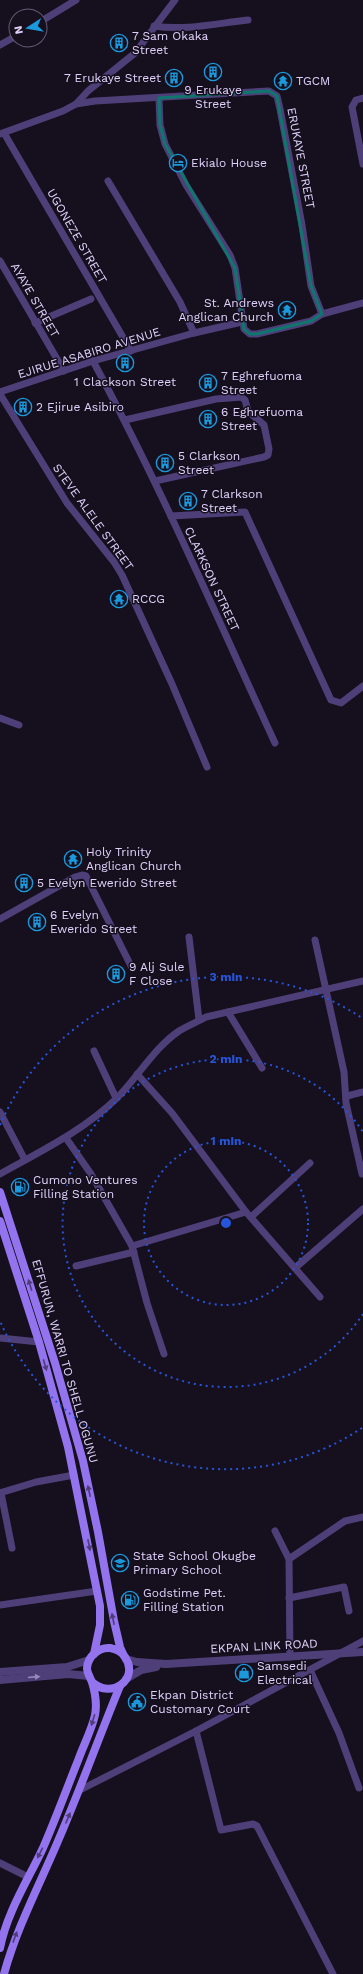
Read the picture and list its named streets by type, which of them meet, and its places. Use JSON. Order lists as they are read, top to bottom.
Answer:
{
  "streets": {
    "main road": ["EFFURUN, WARRI TO SHELL OGUNU"],
    "street": [
      "ERUKAYE STREET",
      "UGONEZE STREET",
      "AYAYE STREET",
      "EJIRUE ASABIRO AVENUE",
      "STEVE ALELE STREET",
      "CLARKSON STREET",
      "EKPAN LINK ROAD"
    ]
  },
  "crossings": [
    ["ERUKAYE STREET", "UGONEZE STREET"],
    ["UGONEZE STREET", "EJIRUE ASABIRO AVENUE"],
    ["AYAYE STREET", "EJIRUE ASABIRO AVENUE"],
    ["EJIRUE ASABIRO AVENUE", "STEVE ALELE STREET"],
    ["EJIRUE ASABIRO AVENUE", "CLARKSON STREET"]
  ],
  "places": {
    "building": [
      "7 Sam Okaka Street",
      "9 Erukaye Street",
      "7 Erukaye Street",
      "1 Clackson Street",
      "7 Eghrefuoma Street",
      "2 Ejirue Asibiro",
      "6 Eghrefuoma Street",
      "5 Clarkson Street",
      "7 Clarkson Street",
      "5 Evelyn Ewerido Street",
      "6 Evelyn Ewerido Street",
      "9 Alj Sule F Close"
    ],
    "temple": [
      "TGCM",
      "St. Andrews Anglican Church",
      "RCCG",
      "Holy Trinity Anglican Church"
    ],
    "hotel": ["Ekialo House"],
    "fuel station": ["Cumono Ventures Filling Station", "Godstime Pet. Filling Station"],
    "school or university": ["State School Okugbe Primary School"],
    "shop": ["Samsedi Electrical"],
    "public building": ["Ekpan District Customary Court"]
  },
  "north": "left",
  "rings": ["3 min", "2 min", "1 min"]
}
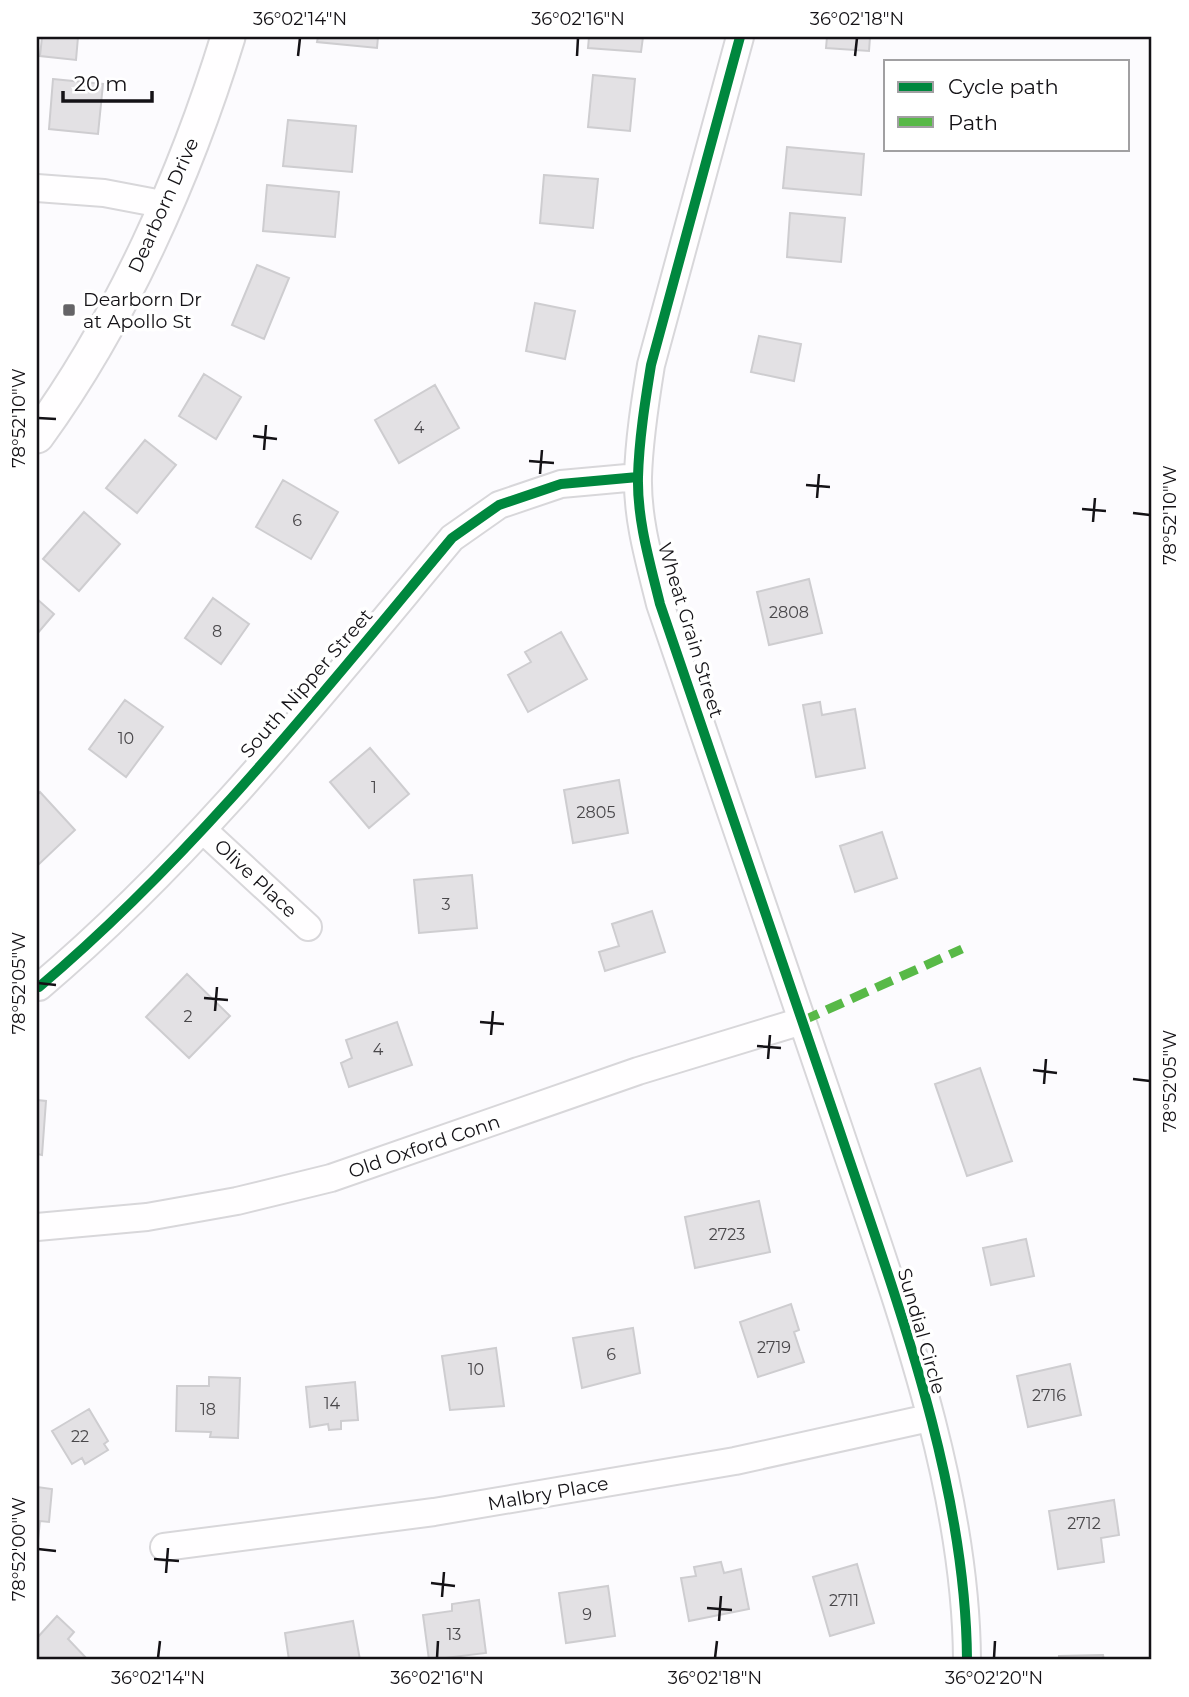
++++++++++
What is required:
All of the data must be given again exactly, without the pictures.

Reply to the task:
Read the picture and list its named streets by type, which of them meet, and its places. Use JSON. Order lists as they are read, top to bottom.
Answer:
{
  "streets": {
    "main road": ["EFFURUN, WARRI TO SHELL OGUNU"],
    "street": [
      "ERUKAYE STREET",
      "UGONEZE STREET",
      "AYAYE STREET",
      "EJIRUE ASABIRO AVENUE",
      "STEVE ALELE STREET",
      "CLARKSON STREET",
      "EKPAN LINK ROAD"
    ]
  },
  "crossings": [
    ["ERUKAYE STREET", "UGONEZE STREET"],
    ["UGONEZE STREET", "EJIRUE ASABIRO AVENUE"],
    ["AYAYE STREET", "EJIRUE ASABIRO AVENUE"],
    ["EJIRUE ASABIRO AVENUE", "STEVE ALELE STREET"],
    ["EJIRUE ASABIRO AVENUE", "CLARKSON STREET"]
  ],
  "places": {
    "building": [
      "7 Sam Okaka Street",
      "9 Erukaye Street",
      "7 Erukaye Street",
      "1 Clackson Street",
      "7 Eghrefuoma Street",
      "2 Ejirue Asibiro",
      "6 Eghrefuoma Street",
      "5 Clarkson Street",
      "7 Clarkson Street",
      "5 Evelyn Ewerido Street",
      "6 Evelyn Ewerido Street",
      "9 Alj Sule F Close"
    ],
    "temple": [
      "TGCM",
      "St. Andrews Anglican Church",
      "RCCG",
      "Holy Trinity Anglican Church"
    ],
    "hotel": ["Ekialo House"],
    "fuel station": ["Cumono Ventures Filling Station", "Godstime Pet. Filling Station"],
    "school or university": ["State School Okugbe Primary School"],
    "shop": ["Samsedi Electrical"],
    "public building": ["Ekpan District Customary Court"]
  },
  "north": "left",
  "rings": ["3 min", "2 min", "1 min"]
}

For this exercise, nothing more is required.